Set down every entry again word for word, please, but skip the pictures.

------ RECORDS PROVIDED ------

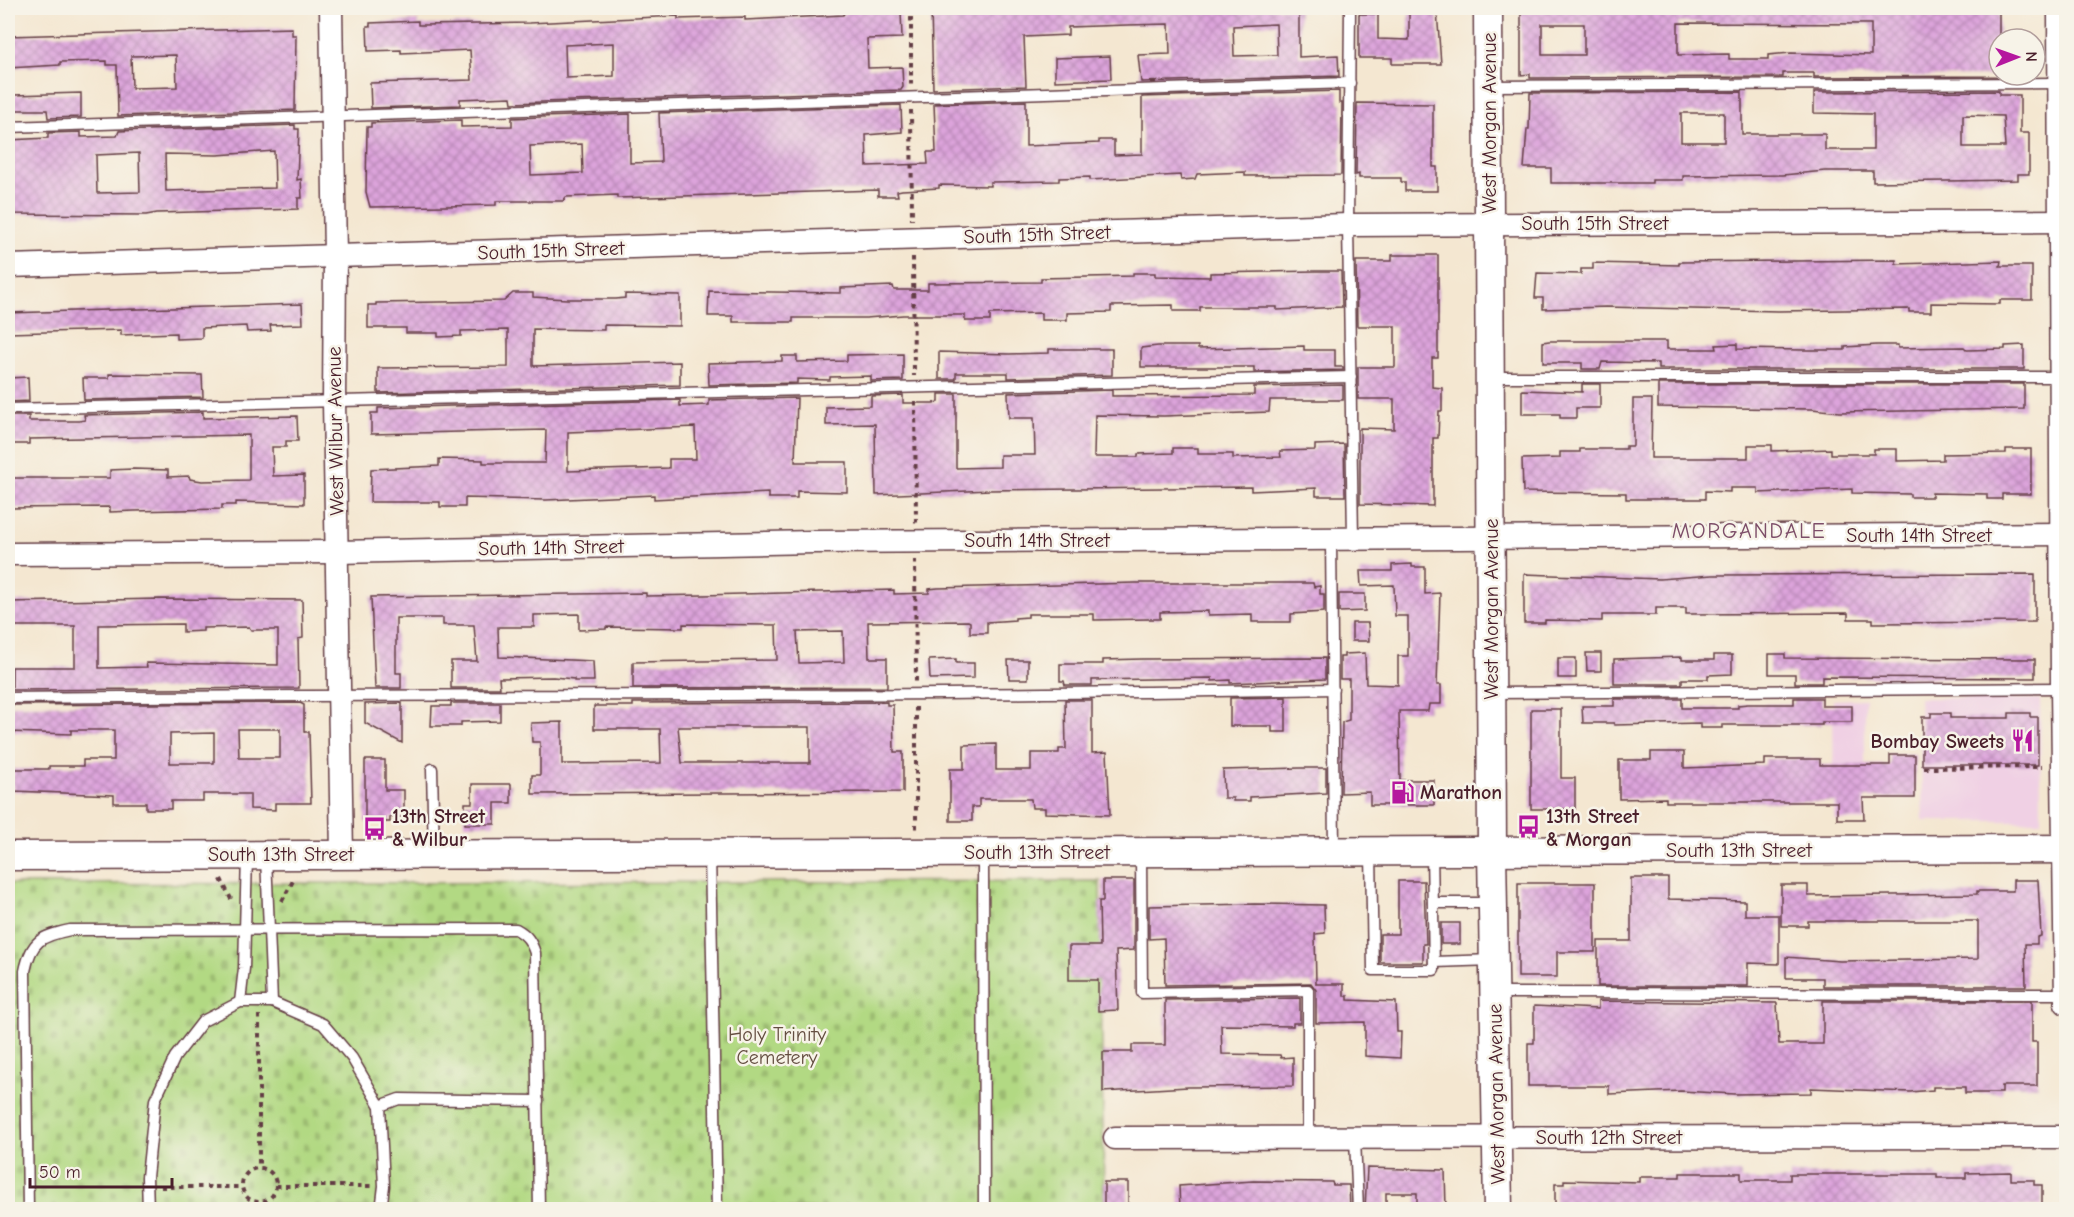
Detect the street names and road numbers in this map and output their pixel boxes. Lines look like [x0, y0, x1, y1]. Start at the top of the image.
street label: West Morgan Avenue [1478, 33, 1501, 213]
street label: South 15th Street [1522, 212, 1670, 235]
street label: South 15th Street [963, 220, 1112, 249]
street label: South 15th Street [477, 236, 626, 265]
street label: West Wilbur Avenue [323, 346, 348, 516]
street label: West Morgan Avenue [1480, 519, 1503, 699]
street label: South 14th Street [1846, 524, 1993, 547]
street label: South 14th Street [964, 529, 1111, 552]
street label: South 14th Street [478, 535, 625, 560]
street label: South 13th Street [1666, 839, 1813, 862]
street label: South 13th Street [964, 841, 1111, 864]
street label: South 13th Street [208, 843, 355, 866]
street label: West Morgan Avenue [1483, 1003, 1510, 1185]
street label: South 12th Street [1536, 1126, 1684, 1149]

------

▸ **RESPONSE TO THIS TASK**:
Detect the street names and road numbers in this map and output their pixel boxes. Lines look like [x0, y0, x1, y1]. Start at the top of the image.
street label: West Morgan Avenue [1478, 33, 1501, 213]
street label: South 15th Street [1522, 212, 1670, 235]
street label: South 15th Street [963, 220, 1112, 249]
street label: South 15th Street [477, 236, 626, 265]
street label: West Wilbur Avenue [323, 346, 348, 516]
street label: West Morgan Avenue [1480, 519, 1503, 699]
street label: South 14th Street [1846, 524, 1993, 547]
street label: South 14th Street [964, 529, 1111, 552]
street label: South 14th Street [478, 535, 625, 560]
street label: South 13th Street [1666, 839, 1813, 862]
street label: South 13th Street [964, 841, 1111, 864]
street label: South 13th Street [208, 843, 355, 866]
street label: West Morgan Avenue [1483, 1003, 1510, 1185]
street label: South 12th Street [1536, 1126, 1684, 1149]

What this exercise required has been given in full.